WHAT THE TASK ASKS
A single figure is required: the number of lines below in which the word "Hofer" occurs.

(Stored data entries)
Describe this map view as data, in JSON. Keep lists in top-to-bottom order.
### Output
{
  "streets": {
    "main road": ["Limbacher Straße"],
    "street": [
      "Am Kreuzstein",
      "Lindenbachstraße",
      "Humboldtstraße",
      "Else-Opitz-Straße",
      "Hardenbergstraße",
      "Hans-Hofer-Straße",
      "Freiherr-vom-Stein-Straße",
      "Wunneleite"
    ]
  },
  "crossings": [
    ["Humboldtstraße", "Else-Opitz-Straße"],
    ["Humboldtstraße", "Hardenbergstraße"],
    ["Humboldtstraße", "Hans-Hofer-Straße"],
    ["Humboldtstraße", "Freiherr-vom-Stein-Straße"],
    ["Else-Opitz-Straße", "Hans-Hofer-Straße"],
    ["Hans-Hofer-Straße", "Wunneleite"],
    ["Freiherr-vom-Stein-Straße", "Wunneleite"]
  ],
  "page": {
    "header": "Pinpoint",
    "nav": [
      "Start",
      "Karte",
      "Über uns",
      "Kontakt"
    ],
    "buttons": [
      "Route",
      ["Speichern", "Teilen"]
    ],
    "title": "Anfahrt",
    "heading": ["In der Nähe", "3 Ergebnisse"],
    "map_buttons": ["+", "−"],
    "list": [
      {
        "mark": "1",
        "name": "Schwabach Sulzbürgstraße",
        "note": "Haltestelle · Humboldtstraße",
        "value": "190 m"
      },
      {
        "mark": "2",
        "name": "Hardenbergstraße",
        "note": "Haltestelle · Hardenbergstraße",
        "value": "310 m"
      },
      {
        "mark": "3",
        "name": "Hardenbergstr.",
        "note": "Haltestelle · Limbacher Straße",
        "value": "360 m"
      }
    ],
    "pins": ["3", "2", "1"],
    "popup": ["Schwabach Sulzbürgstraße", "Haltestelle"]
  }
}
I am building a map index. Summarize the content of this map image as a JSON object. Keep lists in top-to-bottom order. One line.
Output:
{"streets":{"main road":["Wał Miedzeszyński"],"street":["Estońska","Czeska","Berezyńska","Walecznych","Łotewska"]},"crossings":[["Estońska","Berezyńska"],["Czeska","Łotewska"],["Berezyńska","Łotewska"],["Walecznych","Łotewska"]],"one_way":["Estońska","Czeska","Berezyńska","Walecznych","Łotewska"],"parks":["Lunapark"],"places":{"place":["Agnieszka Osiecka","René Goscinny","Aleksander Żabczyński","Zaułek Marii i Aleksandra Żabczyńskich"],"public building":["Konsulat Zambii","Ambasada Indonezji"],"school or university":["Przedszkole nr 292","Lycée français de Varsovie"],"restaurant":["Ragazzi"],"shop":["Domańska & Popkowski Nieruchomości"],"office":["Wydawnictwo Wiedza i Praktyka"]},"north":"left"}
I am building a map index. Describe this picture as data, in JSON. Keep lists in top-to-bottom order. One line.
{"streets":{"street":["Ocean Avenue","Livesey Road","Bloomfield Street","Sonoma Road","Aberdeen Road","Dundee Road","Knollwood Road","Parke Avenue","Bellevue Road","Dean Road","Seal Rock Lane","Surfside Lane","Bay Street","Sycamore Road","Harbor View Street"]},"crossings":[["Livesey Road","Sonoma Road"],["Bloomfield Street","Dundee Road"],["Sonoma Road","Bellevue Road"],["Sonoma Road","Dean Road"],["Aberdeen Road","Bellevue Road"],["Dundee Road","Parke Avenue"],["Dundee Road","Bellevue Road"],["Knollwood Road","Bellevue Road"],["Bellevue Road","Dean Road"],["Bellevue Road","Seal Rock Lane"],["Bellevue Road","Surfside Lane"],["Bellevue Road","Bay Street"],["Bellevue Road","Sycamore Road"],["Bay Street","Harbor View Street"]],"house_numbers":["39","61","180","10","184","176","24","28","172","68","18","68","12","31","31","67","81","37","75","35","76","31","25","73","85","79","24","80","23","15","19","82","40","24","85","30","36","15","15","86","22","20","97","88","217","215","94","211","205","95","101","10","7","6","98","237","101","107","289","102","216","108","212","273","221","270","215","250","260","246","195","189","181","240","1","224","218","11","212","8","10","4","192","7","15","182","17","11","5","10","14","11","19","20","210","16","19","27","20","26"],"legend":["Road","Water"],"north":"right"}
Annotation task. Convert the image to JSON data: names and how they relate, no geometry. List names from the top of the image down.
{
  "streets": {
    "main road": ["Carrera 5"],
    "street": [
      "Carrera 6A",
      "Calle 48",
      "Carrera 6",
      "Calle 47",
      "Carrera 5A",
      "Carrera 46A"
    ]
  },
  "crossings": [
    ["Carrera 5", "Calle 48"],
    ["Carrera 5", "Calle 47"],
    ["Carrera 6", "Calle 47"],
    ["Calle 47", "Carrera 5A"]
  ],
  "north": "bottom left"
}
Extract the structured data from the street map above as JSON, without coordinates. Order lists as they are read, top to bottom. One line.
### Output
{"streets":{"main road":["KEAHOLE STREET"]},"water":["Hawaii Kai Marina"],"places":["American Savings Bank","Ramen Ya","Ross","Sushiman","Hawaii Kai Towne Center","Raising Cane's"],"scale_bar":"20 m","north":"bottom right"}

ANSWER
4